Rubroshorea almon
- Conservation status: Near Threatened (IUCN 3.1)

Scientific classification
- Kingdom: Plantae
- Clade: Tracheophytes
- Clade: Angiosperms
- Clade: Eudicots
- Clade: Rosids
- Order: Malvales
- Family: Dipterocarpaceae
- Genus: Rubroshorea
- Species: R. almon
- Binomial name: Rubroshorea almon (Foxw.) P.S.Ashton & J.Heck.
- Synonyms: Shorea almon Foxw.

= Rubroshorea almon =

- Genus: Rubroshorea
- Species: almon
- Authority: (Foxw.) P.S.Ashton & J.Heck.
- Conservation status: NT
- Synonyms: Shorea almon Foxw.

Species of tree

Rubroshorea almon (called, along with some other species in the genera Rubroshorea and Shorea, light red meranti, Philippine mahogany, or white lauan) is a species of plant in the family Dipterocarpaceae.
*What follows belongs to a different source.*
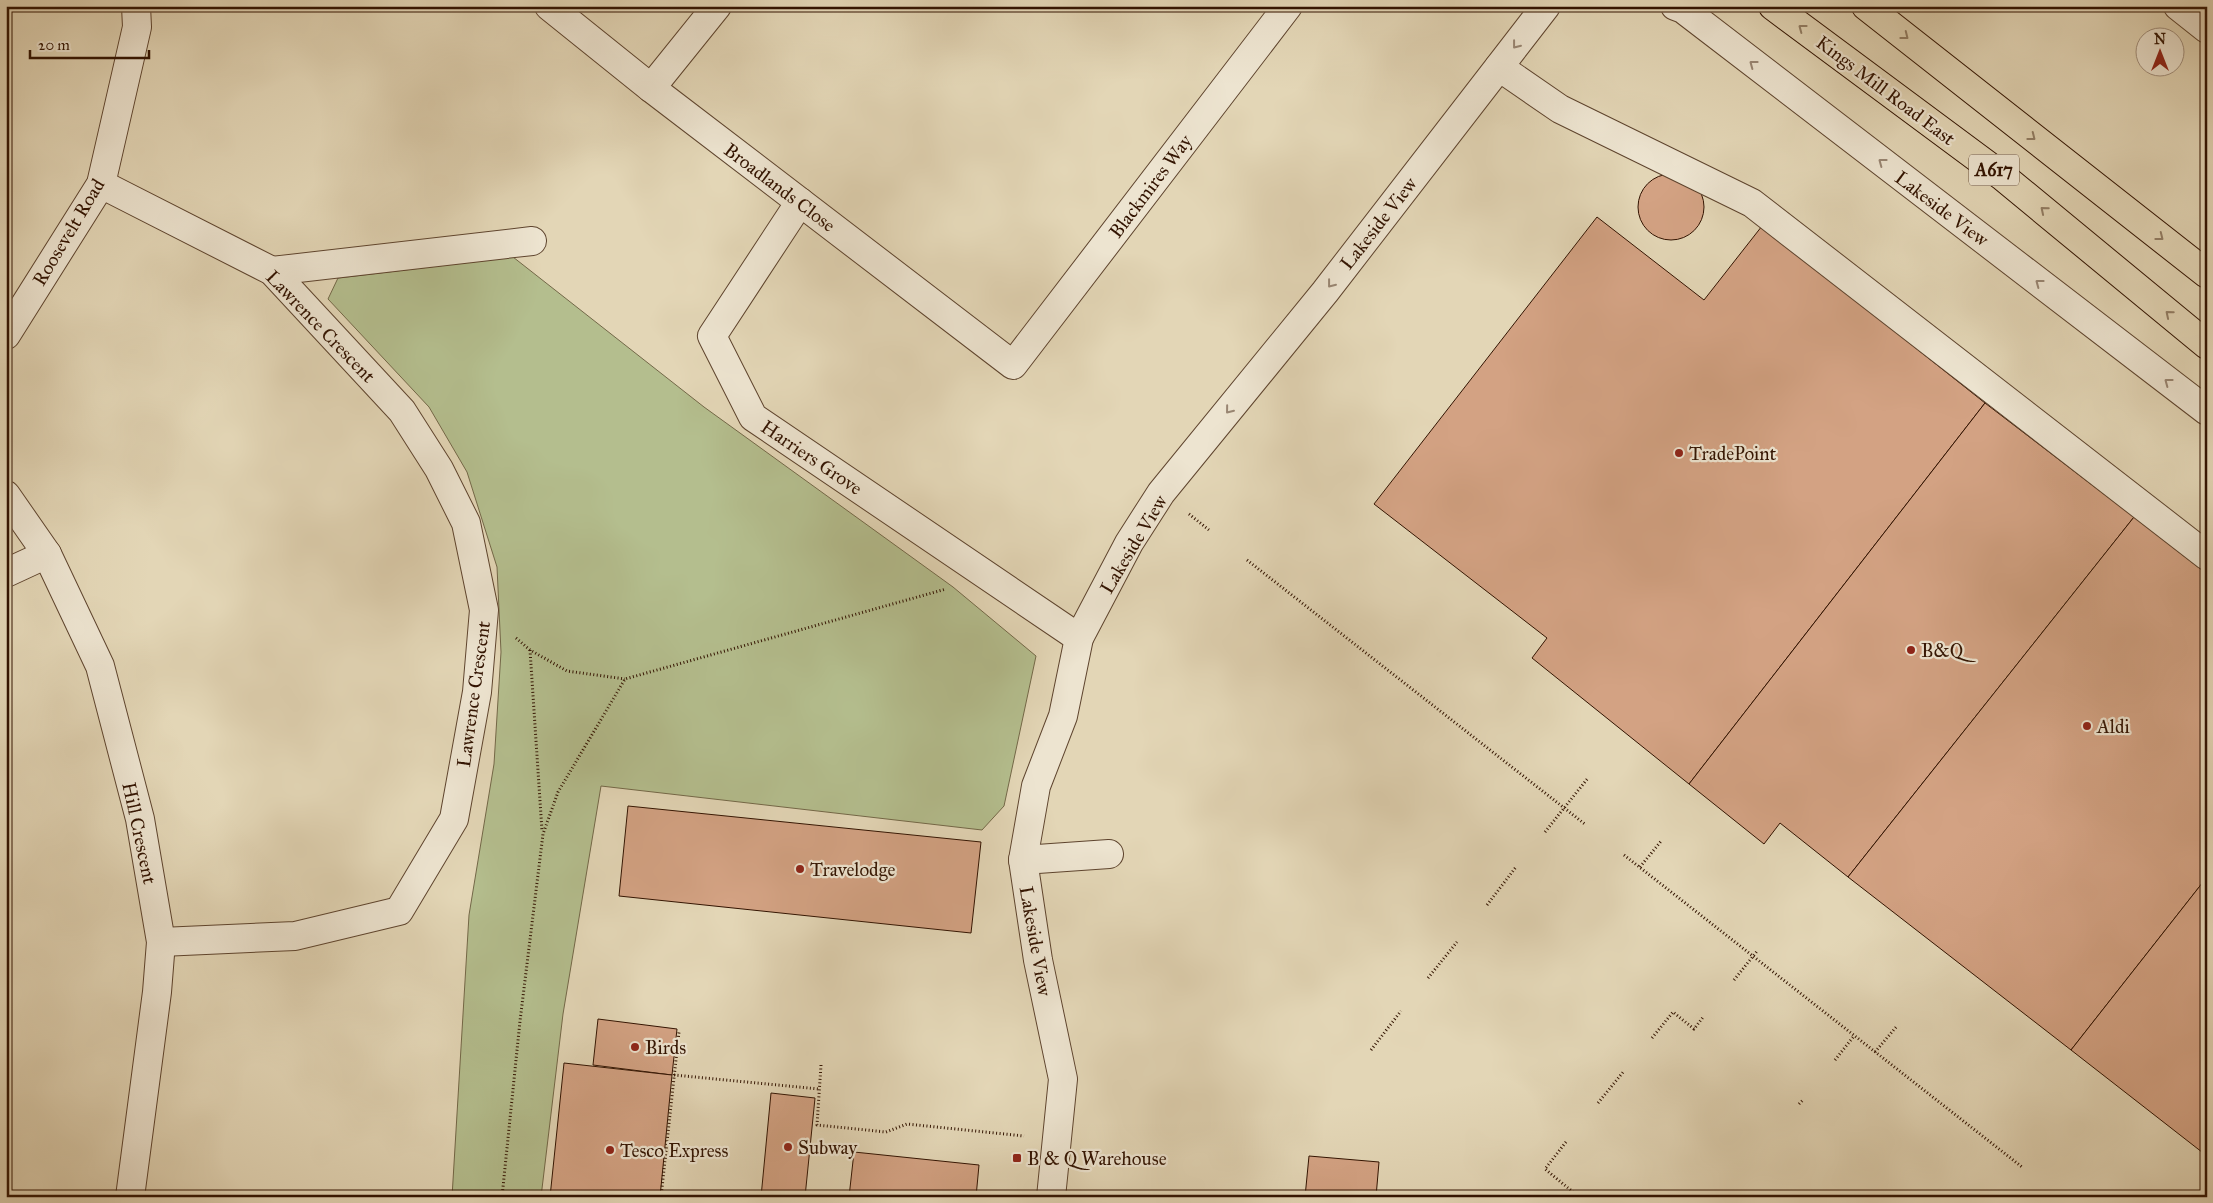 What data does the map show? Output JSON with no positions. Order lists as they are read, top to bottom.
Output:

It is native to Borneo and the Philippines. It grows on hillsides in lowland mixed dipterocarp rain forests up to 1,000 metres elevation.

The species was first described as Shorea almon by Frederick William Foxworthy in 1938. In 2022 Peter Shaw Ashton and Jacqueline Heckenhauer placed the species in genus Rubroshorea as R. almon.